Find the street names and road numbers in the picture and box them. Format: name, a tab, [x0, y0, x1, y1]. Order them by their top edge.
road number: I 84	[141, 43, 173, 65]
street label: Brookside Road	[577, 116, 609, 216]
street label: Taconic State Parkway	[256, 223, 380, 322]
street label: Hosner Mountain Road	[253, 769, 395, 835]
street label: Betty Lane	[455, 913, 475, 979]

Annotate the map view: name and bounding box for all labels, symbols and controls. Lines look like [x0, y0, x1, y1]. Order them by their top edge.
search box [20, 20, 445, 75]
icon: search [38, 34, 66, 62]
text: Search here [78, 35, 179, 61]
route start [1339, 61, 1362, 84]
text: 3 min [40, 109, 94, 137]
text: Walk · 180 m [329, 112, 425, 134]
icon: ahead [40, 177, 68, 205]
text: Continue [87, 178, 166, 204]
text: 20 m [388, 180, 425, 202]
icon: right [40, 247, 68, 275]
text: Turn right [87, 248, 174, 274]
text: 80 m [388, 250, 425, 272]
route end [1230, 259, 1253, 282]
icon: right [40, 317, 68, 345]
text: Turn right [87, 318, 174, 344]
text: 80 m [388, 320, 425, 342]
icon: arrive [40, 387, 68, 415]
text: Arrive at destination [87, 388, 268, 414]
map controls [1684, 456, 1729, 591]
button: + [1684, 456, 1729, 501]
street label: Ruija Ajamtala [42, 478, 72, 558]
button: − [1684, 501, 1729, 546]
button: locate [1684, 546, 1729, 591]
━━━━
# What this task involves
Every line of the data is to be printed again exactly.

# Result of this task
Find the street names and road numbers in the picture and box them. Format: name, a tab, [x0, y0, x1, y1]. Order them by their top edge.
road number: I 84	[141, 43, 173, 65]
street label: Brookside Road	[577, 116, 609, 216]
street label: Taconic State Parkway	[256, 223, 380, 322]
street label: Hosner Mountain Road	[253, 769, 395, 835]
street label: Betty Lane	[455, 913, 475, 979]

Annotate the map view: name and bounding box for all labels, symbols and controls. Lines look like [x0, y0, x1, y1]. Order them by their top edge.
search box [20, 20, 445, 75]
icon: search [38, 34, 66, 62]
text: Search here [78, 35, 179, 61]
route start [1339, 61, 1362, 84]
text: 3 min [40, 109, 94, 137]
text: Walk · 180 m [329, 112, 425, 134]
icon: ahead [40, 177, 68, 205]
text: Continue [87, 178, 166, 204]
text: 20 m [388, 180, 425, 202]
icon: right [40, 247, 68, 275]
text: Turn right [87, 248, 174, 274]
text: 80 m [388, 250, 425, 272]
route end [1230, 259, 1253, 282]
icon: right [40, 317, 68, 345]
text: Turn right [87, 318, 174, 344]
text: 80 m [388, 320, 425, 342]
icon: arrive [40, 387, 68, 415]
text: Arrive at destination [87, 388, 268, 414]
map controls [1684, 456, 1729, 591]
button: + [1684, 456, 1729, 501]
street label: Ruija Ajamtala [42, 478, 72, 558]
button: − [1684, 501, 1729, 546]
button: locate [1684, 546, 1729, 591]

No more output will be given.